We conduct our operations in China through our PRC subsidiaries and the former VIEs with which we have maintained contractual arrangements historically. PRC laws and regulations restrict and impose conditions on foreign investment in telecommunication businesses. Accordingly, we operated these businesses in China through the former VIEs. As our Mainland China and Hong Kong subsidiaries and former VIEs have accumulated losses since their incorporation, none of them has declared or paid any dividends or made any distributions to their respective holding companies, including uCloudlink. In return, uCloudlink has not declared a dividend. Our subsidiaries and the former VIEs conduct business transactions that include trading activities, provision of services and intercompany advances.
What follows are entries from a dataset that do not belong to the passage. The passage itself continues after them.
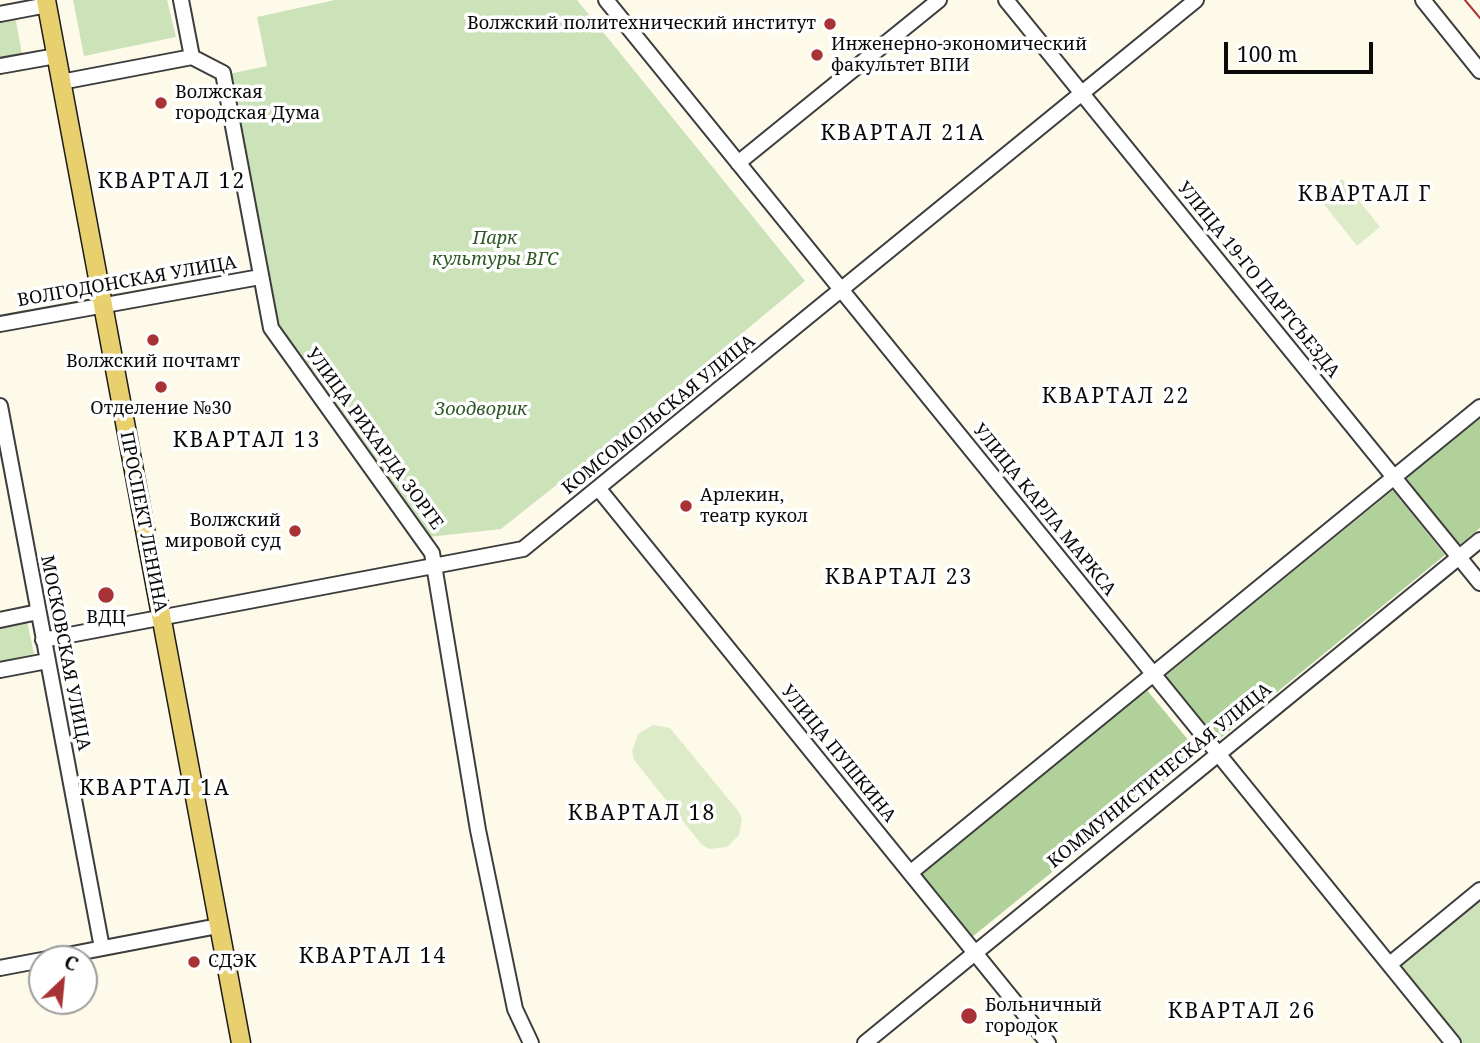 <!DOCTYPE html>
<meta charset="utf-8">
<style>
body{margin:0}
#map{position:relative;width:1480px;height:1043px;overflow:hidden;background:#fdfaea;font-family:"Noto Serif",serif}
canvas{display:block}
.north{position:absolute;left:28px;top:945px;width:70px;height:70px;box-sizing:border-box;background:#fff;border:2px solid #9d9d9d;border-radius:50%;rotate:26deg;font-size:19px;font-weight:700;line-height:28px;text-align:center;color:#0a0a0a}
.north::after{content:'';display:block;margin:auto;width:24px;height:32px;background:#a93334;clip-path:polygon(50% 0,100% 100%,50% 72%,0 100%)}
.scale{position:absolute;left:1224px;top:42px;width:149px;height:32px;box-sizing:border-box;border:4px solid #0a0a0a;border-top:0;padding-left:9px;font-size:21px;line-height:24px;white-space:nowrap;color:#0a0a0a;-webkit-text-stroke:5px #fff;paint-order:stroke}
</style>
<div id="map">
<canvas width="1480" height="1043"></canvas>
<div class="north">С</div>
<div class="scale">100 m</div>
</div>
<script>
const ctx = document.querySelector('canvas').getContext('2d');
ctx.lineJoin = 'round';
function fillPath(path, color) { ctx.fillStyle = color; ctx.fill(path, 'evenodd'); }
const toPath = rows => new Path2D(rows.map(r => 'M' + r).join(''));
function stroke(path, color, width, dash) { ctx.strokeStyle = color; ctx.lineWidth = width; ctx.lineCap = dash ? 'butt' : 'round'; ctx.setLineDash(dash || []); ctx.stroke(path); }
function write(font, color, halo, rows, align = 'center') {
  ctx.font = font + ' "Noto Serif",serif'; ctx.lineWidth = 7; ctx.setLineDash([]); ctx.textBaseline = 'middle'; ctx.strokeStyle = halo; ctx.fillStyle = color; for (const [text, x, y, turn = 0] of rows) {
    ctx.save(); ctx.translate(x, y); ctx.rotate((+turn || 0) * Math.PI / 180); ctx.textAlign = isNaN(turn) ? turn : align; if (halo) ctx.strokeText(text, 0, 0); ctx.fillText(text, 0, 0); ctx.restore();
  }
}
const green = toPath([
 [73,0,167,0,176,37,84,56],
 [335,0,577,0,805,281,627,429,501,529,429,537,277,322,229,74,267,66,257,17],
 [15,16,22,54,0,58,0,19],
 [27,621,34,654,0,661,0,626],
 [1480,902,1480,1043,1462,1043,1400,967]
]);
const forest = toPath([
 [1480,415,1480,528,1459,545,1403,477],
 [1393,490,1445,555,1217,741,1164,677],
 [1146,689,1199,753,972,937,920,873]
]);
const pitch = toPath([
 [1342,179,1380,227,1357,246,1319,198],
 [653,725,670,728,739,812,742,819,739,835,727,847,710,849,702,845,634,760,632,751,638,734]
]);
const minor = toPath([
 [181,0,192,57],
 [606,0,1453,1043],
 [1006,0,1480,583],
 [1423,0,1480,71],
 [0,14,47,5],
 [192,57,223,73,271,328,432,553,478,830,515,1009,531,1043],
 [0,66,56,56],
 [61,82,192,57],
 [738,163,939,0],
 [0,324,260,277],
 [0,406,102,948],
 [598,488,1048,1043],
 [0,620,38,612],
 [43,640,523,549,1196,0],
 [0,670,47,661],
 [910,873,1480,407],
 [46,959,218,926],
 [1390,964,1480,890],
 [0,968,42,960],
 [865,1043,1480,540]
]);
const major = toPath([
 [46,0,241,1043]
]);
const tram = toPath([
 [1465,0,1480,18]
]);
const markers = [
 [830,24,7,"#a93334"],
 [817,55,7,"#a93334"],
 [161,103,7,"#a93334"],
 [153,340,7,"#a93334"],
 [161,387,7,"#a93334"],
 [686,506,7,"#a93334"],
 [295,531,7,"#a93334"],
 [106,595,9,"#a93334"],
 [194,962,7,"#a93334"],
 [969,1016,9,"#a93334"]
];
const poiNames = [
 ["Волжский политехнический институт",816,24,"right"],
 ["Инженерно-экономический",831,45],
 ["факультет ВПИ",831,66],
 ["Волжская",175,93],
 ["городская Дума",175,114],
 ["Волжский почтамт",153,362,"center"],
 ["Отделение №30",161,409,"center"],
 ["Арлекин,",700,496],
 ["театр кукол",700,517],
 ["Волжский",281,521,"right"],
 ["мировой суд",281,542,"right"],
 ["ВДЦ",106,618,"center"],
 ["СДЭК",208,962],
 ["Больничный",985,1006],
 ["городок",985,1027]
];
const parkNames = [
 ["Парк",495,239],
 ["культуры ВГС",495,260],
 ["Зоодворик",481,410]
];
const streetNames = [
 ["УЛИЦА 19-ГО ПАРТСЪЕЗДА",1258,280,51],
 ["ВОЛГОДОНСКАЯ УЛИЦА",127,282,-10],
 ["КОМСОМОЛЬСКАЯ УЛИЦА",659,415,-39],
 ["УЛИЦА РИХАРДА ЗОРГЕ",374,439,54],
 ["УЛИЦА КАРЛА МАРКСА",1044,510,51],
 ["ПРОСПЕКТ ЛЕНИНА",143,522,79],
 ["МОСКОВСКАЯ УЛИЦА",65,653,79],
 ["УЛИЦА ПУШКИНА",838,754,51],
 ["КОММУНИСТИЧЕСКАЯ УЛИЦА",1160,776,-39]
];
const quarterNames = [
 ["КВАРТАЛ 21А",903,134],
 ["КВАРТАЛ 12",172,182],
 ["КВАРТАЛ Г",1365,195],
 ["КВАРТАЛ 22",1116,397],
 ["КВАРТАЛ 13",247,441],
 ["КВАРТАЛ 23",899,578],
 ["КВАРТАЛ 1А",155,789],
 ["КВАРТАЛ 18",642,814],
 ["КВАРТАЛ 14",373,957],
 ["КВАРТАЛ 26",1242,1012]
];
fillPath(green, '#cce2b8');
fillPath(forest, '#b0d199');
fillPath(pitch, '#deebc9');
stroke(minor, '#3d3d3d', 18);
stroke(major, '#1b1b1b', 21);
stroke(minor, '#fff', 14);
stroke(major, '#e8d06e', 18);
stroke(tram, '#a93334', 2);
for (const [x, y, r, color] of markers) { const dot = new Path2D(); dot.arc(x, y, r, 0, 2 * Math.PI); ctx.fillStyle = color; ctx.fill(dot); stroke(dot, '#fff', 2.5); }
write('18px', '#0a0a0a', '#fff', poiNames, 'left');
write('italic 18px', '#2c5923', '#fff', parkNames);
write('18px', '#0a0a0a', '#fff', streetNames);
ctx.letterSpacing = '2px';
write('21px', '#0a0a0a', '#fff', quarterNames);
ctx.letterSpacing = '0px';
</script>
The cash flows occurred between our subsidiaries and the former VIEs included the following: (1) our subsidiaries received cash from the former VIEs amounted to US$35.9 million, US$27.1 million and US$1.9 million for the year ended December 31, 2019, 2020 and 2021, respectively, for the sales of data plans and raw materials; (2) our subsidiaries received cash from the former VIEs amounted to US$6.8 million, US$5.5 million and US$5.4 million for the year ended December 31, 2019, 2020 and 2021, respectively, for the provision of marketing and software licensing services; (3) our subsidiaries paid cash to the former VIE amounted to US$47.8 million, US$55.9 million and US$29.4 million for the year ended December 31, 2019, 2020 and 2021, respectively, for the purchase of WiFi terminals; (4) the former VIEs received inter-company advances of US$7.1 million, US$7.7 million and US$3.1 million for the year ended December 31, 2019, 2020 and 2021, respectively, from our subsidiaries; and (5) the former VIEs repaid inter-company advances of US$3.2 million, nil and nil for the year ended December 31, 2019, 2020 and 2021, respectively, to our subsidiaries. For more detailed discussion of how cash is transferred between our subsidiaries and the former VIEs, see “Our Company—Holding Company Structure and Contractual Arrangements with the former VIEs” and “Certain Financial Information—Financial Information Related to the former VIEs and Parent” in this prospectus.
This prospectus may not be used to offer or sell any securities unless accompanied by a prospectus supplement.
Neither the United States Securities and Exchange Commission nor any state securities commission has approved or disapproved of these securities or determined if this prospectus is truthful or complete. Any representation to the contrary is a criminal offense.
The date of this prospectus is , 2022.